Fig. 5: Arginine and ArgR regulate mucoidy by increasing rmpD transcription and decreasing capsular polysaccharide chain length diversity.

KPPR1 and the ∆argR mutant were cultured in different amino acid conditions (M9 + All, M9-Arg, M9 + Glyc, M9 + Glyc + Arg) or (M9 + All), respectively. A, C, E Capsular polysaccharides (CPS) were separated on a 4-15% SDS-PAGE gel and stained with Alcian blue and silver stain. Three distinct polysaccharide types emerged: diverse mid- to high-molecular-weight chains (Type A), uniform high-molecular-weight chains (Type B), and diffuse ultra-high-molecular-weight chains (Type C). Data presented are the mean, and error bars represent the standard error of the mean.
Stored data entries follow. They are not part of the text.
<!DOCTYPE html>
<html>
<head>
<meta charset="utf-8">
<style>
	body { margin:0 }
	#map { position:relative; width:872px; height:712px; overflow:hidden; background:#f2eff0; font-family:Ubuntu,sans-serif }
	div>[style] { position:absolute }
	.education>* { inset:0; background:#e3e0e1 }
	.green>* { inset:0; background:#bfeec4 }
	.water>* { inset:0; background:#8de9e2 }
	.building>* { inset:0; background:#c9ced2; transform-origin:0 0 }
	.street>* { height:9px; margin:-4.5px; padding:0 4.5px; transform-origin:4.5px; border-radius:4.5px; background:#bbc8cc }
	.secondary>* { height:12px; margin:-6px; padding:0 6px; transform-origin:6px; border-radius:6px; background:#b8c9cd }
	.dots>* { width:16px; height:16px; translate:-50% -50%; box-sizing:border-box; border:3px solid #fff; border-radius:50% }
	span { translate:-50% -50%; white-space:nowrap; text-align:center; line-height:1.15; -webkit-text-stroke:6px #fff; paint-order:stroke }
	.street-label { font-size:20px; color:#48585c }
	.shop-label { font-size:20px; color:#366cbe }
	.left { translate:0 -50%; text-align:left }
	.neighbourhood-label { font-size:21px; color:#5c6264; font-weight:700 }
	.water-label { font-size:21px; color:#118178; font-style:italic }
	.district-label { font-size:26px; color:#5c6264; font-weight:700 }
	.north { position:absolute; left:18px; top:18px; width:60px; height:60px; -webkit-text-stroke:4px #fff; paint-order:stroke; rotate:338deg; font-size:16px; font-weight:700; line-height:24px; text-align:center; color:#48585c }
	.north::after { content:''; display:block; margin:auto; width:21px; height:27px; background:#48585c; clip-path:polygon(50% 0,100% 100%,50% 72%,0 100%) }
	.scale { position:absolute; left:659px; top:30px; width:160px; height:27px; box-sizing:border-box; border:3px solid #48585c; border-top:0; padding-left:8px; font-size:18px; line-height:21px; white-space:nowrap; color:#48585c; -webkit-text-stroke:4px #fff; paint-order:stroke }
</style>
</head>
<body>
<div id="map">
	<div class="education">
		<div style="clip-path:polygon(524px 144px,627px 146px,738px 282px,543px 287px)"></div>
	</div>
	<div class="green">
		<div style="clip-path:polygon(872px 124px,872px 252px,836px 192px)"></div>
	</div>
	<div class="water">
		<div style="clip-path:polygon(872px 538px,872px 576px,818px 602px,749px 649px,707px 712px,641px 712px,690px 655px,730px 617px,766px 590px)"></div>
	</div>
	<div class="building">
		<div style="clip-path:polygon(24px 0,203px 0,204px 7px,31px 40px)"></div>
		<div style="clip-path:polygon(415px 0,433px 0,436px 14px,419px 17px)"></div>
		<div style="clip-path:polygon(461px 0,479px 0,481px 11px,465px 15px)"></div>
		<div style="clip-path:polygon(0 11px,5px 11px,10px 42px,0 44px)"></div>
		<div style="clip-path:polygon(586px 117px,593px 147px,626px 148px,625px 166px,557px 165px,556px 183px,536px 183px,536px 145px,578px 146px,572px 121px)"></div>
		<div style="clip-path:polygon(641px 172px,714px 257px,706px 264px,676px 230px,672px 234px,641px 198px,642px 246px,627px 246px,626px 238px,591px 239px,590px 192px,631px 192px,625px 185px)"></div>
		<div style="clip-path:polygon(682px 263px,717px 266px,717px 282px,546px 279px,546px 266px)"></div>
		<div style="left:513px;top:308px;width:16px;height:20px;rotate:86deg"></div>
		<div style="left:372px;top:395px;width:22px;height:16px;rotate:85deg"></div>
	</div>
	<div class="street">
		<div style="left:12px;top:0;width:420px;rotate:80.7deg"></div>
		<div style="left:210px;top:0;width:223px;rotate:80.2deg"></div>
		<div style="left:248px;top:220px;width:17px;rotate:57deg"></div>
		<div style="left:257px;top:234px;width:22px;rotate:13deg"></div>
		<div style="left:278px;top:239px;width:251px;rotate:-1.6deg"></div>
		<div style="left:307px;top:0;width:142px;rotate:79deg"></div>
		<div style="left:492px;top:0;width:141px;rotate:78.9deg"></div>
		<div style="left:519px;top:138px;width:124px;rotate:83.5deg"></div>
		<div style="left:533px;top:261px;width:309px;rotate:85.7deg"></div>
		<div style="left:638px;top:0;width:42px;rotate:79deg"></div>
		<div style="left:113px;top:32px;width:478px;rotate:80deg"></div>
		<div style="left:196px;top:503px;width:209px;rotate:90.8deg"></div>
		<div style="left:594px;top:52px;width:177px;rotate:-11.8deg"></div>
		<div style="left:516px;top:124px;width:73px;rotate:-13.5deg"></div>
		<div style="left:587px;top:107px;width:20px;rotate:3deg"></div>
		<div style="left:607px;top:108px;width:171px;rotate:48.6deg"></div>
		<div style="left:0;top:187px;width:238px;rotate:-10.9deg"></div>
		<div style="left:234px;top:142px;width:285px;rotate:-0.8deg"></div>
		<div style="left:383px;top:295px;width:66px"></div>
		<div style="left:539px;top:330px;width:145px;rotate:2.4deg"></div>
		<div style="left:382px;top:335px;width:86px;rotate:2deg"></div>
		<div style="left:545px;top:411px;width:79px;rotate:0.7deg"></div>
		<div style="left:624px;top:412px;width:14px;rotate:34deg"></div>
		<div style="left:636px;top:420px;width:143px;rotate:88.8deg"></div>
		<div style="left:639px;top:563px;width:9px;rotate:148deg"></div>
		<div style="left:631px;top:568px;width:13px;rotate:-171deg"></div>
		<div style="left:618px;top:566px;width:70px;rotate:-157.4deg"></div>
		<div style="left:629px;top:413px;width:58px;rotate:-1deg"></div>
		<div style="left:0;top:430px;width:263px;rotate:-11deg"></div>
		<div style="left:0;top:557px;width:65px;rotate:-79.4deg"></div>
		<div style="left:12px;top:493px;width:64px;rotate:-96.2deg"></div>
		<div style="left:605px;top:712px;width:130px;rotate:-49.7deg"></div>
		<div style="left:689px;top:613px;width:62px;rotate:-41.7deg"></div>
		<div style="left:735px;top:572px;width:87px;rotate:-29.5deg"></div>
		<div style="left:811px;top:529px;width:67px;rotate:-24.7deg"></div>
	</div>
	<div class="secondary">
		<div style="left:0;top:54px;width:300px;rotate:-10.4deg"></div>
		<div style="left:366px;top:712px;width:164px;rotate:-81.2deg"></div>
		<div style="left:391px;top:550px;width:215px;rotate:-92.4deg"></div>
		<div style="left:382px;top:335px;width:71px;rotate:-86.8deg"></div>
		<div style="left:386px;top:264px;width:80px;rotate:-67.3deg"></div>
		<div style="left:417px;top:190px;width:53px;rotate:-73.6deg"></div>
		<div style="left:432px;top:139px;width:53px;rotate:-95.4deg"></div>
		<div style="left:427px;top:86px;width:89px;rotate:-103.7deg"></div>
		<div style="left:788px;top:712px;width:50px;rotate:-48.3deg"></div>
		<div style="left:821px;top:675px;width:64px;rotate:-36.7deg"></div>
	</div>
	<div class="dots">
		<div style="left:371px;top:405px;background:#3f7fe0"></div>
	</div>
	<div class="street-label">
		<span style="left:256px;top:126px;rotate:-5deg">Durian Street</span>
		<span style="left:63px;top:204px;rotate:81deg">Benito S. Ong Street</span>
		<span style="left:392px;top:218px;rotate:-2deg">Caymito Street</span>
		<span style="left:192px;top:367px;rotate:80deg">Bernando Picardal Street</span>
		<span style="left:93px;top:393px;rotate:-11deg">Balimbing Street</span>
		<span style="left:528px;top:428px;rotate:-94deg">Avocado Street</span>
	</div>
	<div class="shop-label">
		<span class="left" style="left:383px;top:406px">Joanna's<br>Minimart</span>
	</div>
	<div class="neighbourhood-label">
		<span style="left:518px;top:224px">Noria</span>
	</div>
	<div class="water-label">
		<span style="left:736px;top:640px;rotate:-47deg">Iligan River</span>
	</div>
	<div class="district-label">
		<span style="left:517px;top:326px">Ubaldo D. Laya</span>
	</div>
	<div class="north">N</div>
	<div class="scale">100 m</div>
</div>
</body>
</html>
Representative images of the three independent gels are shown in panels (A, C and E) with the quantification of three independent replicates being shown in panels (B, D, and F) ImageJ was used to quantify each CPS chain type with background subtracted. To minimize gel-to-gel variability, the control and experimental density values were extracted from the same gel and used to calculate fold-change abundance. Changes in CPS type production were determined by calculating the fold-change in experimental density values relative to control density values on three independent gels. Statistical significance was determined using a two-tailed one sample t-test. p-values are displayed above each comparison; * p < 0.05; *** p < 0.001. Exact P-values: (B) left to right: 0.0474; (D) left to right: 0.0010, 0.0289; (F) left to right: 0.0488, 0.0161, 0.0107. Experiments were performed ≥ 3 independent times (n = 3). Source data are provided as a Source Data file.